Archive for the ‘General’ Category

h1

Null Convention Logic

October 11, 2007

It is extremely rare in our industry that totally new approaches for Logic circuit design are taken. I don’t know the exact reasons and I really don’t want to get into the “fight” between tool vendors and engineers.

Null Convention Logic, is a totally different approach to circuit design. It is asynchronous in its heart (I guess half of the readers of this post just dropped now).
It is not new and being currently pushed by its developers in Theseus Research.

They published a book, which I really recommend reading. It is not very practical with the current mainstream tools and flows but it is a very interesting reading that will open your eyes to new approaches in logic design.
You can get a good introduction to the book’s content by reading this paper. It is fairly technical and would need a few good hours to digest and grasp the meaning behind, especially given the fact that it is so much different than what we are used to - forget about AND, OR and NOT gates…

Book link here.

h1

Going on Vacation…

September 15, 2007

I will be on vacation for a week and half (up to september 25th) and will have relatively limited access to the web. Therefore, I will leave you with a series of puzzles just for fun. I will try to make at least one of them hard enough…

h1

10,000 Views …

September 3, 2007

Last week this blog crossed the 10,000 views mark in about 3+ months or so of being “on the air”. That number represents total views not counting my own visits to the blog (if it would include that, the number would for sure triple)

Just wanted to say thanks to everybody who is reading, sending emails, suggesting and even complaining (though there are not many of those).
Please don’t be ashamed and continue sending emails. First, it is fun to get them and second, it helps me improve and write about what is really interesting for you guys.

h1

The Coolest Binary Adder You Have Ever Seen…

August 26, 2007

I have to admit, I never thought I would ever link from this blog to youtube, but given the nature of the following contraption I believe you will agree it was a must…

This is by far the coolest binary adder you have ever seen - link here.
It has almost everything inside, a reset “pin”, carry out “pin” etc.
If you are into wood working you could visit the builder’s site and see exactly how this can be done - visit him here.
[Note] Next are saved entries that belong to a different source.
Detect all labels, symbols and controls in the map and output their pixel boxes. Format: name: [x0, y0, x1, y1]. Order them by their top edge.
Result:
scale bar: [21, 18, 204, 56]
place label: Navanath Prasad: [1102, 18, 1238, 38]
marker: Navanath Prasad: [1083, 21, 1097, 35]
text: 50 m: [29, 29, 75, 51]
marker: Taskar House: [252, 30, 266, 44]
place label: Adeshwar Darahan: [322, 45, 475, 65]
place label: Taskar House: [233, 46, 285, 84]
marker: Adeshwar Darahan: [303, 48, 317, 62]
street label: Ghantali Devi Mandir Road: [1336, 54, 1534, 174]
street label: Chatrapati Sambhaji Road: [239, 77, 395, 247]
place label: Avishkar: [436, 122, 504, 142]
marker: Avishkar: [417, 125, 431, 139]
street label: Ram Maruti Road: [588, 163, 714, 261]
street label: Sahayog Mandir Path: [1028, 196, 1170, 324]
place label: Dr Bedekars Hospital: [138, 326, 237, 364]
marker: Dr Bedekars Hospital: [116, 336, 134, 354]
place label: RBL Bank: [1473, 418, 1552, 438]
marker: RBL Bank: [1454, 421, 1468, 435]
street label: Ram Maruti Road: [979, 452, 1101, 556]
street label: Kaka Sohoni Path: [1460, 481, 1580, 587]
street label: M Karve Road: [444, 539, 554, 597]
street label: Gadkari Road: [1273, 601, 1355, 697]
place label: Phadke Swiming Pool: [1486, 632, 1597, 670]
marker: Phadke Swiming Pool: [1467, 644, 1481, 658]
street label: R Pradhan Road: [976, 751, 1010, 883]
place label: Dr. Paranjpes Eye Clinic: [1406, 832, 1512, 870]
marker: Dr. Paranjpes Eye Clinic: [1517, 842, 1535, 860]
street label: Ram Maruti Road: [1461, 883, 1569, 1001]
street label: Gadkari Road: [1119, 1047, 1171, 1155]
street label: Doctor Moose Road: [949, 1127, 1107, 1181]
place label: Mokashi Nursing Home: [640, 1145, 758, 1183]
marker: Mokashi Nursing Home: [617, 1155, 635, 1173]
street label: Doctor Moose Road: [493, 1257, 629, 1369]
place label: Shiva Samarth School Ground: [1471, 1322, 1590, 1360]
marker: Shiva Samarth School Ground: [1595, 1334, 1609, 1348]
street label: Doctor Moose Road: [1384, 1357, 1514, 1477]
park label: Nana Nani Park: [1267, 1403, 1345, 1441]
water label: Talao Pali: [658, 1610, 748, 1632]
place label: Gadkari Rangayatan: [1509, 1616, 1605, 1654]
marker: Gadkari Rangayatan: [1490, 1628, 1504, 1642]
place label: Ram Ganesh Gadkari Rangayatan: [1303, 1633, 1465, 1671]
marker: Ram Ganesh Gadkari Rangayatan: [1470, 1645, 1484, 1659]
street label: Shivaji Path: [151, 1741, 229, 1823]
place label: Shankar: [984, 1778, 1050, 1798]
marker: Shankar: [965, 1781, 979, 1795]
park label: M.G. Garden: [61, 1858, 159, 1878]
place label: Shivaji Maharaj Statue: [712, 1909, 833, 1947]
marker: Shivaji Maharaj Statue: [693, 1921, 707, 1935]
I also saw a mechanical binary adder in the Deutsches Mueseum, but it was based on water! I might try to get a video of that one running in the future, since the museum is 400 meters from my house. If you ever visit Munich and you don’t go there - shame on you!!!

h1

Everything You Wanted to Know About Specman Verification and Never Dared to Ask

August 7, 2007

My friend Avidan Efody, has a site full of tons of advice, tips and tricks concerning verification with Specman. No, it is not “plug your buddy’s blog” section, but if verification is what you do, and you never been there before - shame on you - you should visit it ASAP.

You can find it here.

h1

Arithmetic Tips & Tricks #1

August 1, 2007

Every single one of us had sometime or another to design a block utilizing some arithmetic operations. Usually we use the necessary operator and forget about it, but since we are “hardware men” (should be said with pride and a full chest) we know there is much more going under the hood. I intend to have a series of posts dealing specifically with arithmetic implementation tips and tricks. There are plenty of them, I don’t know all, probably not even half. So if you got some interesting ones please send them to me and I will post them with credits.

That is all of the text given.